Each Spack release series also has a corresponding branch, e.g.
releases/v0.14
has 0.14.x
versions of Spack, and releases/v0.13
has
0.13.x
versions. We backport important bug fixes to these branches but
we do not advance the package versions or make other changes that would
change the way Spack concretizes dependencies within a release branch.
So, you can base your Spack deployment on a release branch and git pull
to get fixes, without the package churn that comes with develop
.
The latest release is always available with the releases/latest
tag.
See the docs on releases for more details.
Code of Conduct
Please note that Spack has a Code of Conduct.

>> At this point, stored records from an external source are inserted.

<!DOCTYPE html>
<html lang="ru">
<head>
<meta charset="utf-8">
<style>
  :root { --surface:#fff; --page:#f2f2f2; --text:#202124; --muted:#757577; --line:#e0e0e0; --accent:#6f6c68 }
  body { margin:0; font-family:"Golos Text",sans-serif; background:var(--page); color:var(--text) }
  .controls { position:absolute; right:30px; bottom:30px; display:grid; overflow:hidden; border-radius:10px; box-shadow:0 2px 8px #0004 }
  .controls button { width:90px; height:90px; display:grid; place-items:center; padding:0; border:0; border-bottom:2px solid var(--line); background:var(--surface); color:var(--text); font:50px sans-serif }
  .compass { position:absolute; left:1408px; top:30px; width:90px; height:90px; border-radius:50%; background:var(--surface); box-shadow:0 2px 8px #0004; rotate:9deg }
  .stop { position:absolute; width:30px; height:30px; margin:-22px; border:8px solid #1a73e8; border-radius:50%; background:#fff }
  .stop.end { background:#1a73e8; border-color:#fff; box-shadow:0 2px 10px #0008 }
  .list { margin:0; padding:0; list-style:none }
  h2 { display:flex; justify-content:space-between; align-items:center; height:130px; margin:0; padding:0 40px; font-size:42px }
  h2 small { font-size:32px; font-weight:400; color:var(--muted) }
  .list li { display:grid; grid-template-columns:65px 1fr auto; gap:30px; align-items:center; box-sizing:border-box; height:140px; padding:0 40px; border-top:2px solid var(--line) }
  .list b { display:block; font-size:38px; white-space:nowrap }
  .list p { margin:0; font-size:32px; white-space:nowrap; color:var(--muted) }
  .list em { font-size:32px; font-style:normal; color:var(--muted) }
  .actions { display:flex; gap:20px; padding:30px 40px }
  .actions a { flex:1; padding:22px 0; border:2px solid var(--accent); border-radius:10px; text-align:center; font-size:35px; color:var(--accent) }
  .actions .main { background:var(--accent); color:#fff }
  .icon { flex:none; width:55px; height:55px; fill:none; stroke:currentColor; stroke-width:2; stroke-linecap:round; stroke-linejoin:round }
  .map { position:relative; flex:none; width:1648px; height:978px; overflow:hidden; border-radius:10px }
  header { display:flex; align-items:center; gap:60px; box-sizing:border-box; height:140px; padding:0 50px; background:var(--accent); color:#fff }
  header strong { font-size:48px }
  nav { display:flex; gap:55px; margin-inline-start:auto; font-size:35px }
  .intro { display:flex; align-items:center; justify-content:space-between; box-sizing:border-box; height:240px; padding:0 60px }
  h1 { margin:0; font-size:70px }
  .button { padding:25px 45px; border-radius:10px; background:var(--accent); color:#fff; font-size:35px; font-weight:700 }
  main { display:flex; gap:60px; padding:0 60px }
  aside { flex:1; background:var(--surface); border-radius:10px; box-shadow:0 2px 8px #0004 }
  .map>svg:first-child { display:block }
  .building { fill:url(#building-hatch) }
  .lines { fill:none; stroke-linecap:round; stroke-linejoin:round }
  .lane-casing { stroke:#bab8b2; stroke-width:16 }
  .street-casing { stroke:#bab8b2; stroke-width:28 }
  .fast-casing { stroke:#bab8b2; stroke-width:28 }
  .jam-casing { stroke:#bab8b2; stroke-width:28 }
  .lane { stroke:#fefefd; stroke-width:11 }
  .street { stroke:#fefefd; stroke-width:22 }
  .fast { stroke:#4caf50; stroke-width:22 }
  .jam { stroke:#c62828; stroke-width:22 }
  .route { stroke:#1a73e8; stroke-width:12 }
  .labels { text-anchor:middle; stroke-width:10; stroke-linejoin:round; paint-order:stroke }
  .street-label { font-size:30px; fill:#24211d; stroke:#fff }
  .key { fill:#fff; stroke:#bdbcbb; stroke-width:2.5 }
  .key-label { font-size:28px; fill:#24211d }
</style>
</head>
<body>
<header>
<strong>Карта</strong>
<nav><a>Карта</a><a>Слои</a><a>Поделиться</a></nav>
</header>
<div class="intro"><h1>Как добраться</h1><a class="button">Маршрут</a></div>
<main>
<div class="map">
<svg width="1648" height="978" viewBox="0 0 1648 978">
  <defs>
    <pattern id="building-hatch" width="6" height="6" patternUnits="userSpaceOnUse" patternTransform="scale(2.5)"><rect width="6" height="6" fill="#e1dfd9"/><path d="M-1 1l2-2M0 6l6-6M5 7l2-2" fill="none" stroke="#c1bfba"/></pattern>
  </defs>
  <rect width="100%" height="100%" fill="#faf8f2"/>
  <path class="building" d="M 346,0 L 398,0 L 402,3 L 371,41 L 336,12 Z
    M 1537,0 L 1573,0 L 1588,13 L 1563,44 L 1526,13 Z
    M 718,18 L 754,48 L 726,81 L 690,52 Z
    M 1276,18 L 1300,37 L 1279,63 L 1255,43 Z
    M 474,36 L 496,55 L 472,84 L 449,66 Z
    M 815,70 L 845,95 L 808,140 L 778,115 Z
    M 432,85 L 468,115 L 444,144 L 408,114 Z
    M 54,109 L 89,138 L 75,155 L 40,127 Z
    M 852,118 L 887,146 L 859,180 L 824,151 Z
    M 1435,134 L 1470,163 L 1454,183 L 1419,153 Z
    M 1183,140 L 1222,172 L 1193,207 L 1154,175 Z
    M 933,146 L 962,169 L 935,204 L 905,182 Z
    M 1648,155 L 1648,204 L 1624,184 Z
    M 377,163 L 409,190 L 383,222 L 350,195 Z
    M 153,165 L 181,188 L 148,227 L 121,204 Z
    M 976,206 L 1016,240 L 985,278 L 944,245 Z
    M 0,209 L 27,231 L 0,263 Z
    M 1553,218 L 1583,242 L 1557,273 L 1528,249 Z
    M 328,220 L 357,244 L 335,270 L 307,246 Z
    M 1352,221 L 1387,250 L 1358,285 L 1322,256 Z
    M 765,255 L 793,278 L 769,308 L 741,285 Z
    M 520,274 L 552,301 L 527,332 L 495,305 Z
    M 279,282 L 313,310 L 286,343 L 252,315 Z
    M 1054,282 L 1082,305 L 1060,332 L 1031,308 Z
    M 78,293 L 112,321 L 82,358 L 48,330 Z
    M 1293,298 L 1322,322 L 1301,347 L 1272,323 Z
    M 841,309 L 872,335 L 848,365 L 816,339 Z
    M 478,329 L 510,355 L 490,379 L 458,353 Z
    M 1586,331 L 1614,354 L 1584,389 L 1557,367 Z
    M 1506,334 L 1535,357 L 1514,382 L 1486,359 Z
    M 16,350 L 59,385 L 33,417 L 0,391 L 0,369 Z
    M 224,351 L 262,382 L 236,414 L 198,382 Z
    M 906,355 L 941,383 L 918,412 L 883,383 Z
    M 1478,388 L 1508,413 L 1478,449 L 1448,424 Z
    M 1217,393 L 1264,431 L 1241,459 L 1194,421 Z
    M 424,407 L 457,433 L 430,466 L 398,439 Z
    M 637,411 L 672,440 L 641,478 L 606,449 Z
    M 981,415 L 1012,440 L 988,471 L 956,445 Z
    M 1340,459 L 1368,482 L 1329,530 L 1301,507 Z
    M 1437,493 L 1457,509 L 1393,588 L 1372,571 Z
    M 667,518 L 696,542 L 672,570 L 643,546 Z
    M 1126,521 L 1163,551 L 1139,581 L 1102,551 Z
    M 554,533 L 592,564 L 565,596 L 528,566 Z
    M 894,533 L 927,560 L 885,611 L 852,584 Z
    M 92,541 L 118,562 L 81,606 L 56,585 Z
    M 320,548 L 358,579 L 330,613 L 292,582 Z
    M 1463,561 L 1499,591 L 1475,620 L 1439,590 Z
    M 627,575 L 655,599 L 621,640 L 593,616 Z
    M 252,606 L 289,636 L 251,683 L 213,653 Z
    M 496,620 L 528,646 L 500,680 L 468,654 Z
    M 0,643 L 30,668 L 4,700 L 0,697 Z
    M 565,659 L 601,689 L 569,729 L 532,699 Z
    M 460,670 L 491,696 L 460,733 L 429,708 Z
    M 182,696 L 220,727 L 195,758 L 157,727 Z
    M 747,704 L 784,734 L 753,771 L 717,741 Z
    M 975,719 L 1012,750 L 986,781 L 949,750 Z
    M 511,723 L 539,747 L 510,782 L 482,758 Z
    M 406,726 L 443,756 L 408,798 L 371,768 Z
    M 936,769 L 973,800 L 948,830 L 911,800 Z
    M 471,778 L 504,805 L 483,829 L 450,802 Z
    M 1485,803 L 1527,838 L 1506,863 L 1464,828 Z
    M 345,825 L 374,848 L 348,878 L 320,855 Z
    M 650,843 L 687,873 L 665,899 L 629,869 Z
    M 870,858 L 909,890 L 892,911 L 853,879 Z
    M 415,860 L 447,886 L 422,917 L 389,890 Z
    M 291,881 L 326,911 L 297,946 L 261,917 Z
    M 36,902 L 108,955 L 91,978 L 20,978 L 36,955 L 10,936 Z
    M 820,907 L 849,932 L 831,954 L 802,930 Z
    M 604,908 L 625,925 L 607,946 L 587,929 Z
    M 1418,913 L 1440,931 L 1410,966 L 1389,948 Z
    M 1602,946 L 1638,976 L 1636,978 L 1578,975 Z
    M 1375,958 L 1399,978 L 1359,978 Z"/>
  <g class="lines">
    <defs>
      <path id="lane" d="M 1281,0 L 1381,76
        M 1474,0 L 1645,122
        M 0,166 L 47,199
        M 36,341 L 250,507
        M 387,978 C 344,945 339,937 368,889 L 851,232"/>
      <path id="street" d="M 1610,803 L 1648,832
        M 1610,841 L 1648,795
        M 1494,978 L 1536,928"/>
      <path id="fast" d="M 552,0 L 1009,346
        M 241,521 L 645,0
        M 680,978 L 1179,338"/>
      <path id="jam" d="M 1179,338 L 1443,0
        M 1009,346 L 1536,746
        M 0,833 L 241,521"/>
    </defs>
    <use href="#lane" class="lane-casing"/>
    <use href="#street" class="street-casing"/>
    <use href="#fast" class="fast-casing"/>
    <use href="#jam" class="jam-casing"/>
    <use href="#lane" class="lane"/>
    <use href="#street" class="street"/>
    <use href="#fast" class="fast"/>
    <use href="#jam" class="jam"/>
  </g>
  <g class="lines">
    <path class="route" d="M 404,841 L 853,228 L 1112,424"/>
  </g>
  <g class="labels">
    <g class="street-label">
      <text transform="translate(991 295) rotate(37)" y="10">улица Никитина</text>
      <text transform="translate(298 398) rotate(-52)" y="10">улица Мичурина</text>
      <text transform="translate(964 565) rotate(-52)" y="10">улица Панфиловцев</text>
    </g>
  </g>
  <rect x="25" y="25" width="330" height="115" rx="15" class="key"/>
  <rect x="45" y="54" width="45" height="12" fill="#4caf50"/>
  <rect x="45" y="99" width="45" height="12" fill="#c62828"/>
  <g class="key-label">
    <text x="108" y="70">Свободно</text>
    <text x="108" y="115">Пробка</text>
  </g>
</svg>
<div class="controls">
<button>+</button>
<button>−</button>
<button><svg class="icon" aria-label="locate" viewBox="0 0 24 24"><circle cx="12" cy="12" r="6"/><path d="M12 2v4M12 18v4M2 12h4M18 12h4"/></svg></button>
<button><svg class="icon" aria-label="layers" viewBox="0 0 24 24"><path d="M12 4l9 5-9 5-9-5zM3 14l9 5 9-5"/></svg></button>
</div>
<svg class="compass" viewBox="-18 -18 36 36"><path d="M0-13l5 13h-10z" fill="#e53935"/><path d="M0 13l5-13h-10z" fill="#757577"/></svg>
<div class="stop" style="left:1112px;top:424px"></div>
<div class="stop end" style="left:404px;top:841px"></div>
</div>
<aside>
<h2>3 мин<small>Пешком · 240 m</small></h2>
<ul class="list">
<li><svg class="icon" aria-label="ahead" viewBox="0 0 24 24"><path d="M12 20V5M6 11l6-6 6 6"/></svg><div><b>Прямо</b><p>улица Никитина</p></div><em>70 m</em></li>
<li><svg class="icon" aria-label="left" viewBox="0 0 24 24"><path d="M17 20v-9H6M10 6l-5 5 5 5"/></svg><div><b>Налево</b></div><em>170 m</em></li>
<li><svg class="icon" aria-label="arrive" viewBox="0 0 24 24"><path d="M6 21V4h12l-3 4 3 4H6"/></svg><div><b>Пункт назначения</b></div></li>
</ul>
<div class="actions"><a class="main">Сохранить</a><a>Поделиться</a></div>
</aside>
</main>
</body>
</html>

By participating in the Spack community, you agree to abide by its rules.
Authors
Many thanks go to Spack's contributors.
Spack was created by Todd Gamblin, tgamblin@llnl.gov.
Citing Spack
If you are referencing Spack in a publication, please cite the following paper:
- Todd Gamblin, Matthew P. LeGendre, Michael R. Collette, Gregory L. Lee, Adam Moody, Bronis R. de Supinski, and W. Scott Futral. The Spack Package Manager: Bringing Order to HPC Software Chaos. In Supercomputing 2015 (SC’15), Austin, Texas, November 15-20 2015. LLNL-CONF-669890.
On GitHub, you can copy this citation in APA or BibTeX format via the "Cite this repository"
button. Or, see the comments in CITATION.cff
for the raw BibTeX.
License
Spack is distributed under the terms of both the MIT license and the Apache License (Version 2.0). Users may choose either license, at their option.
All new contributions must be made under both the MIT and Apache-2.0 licenses.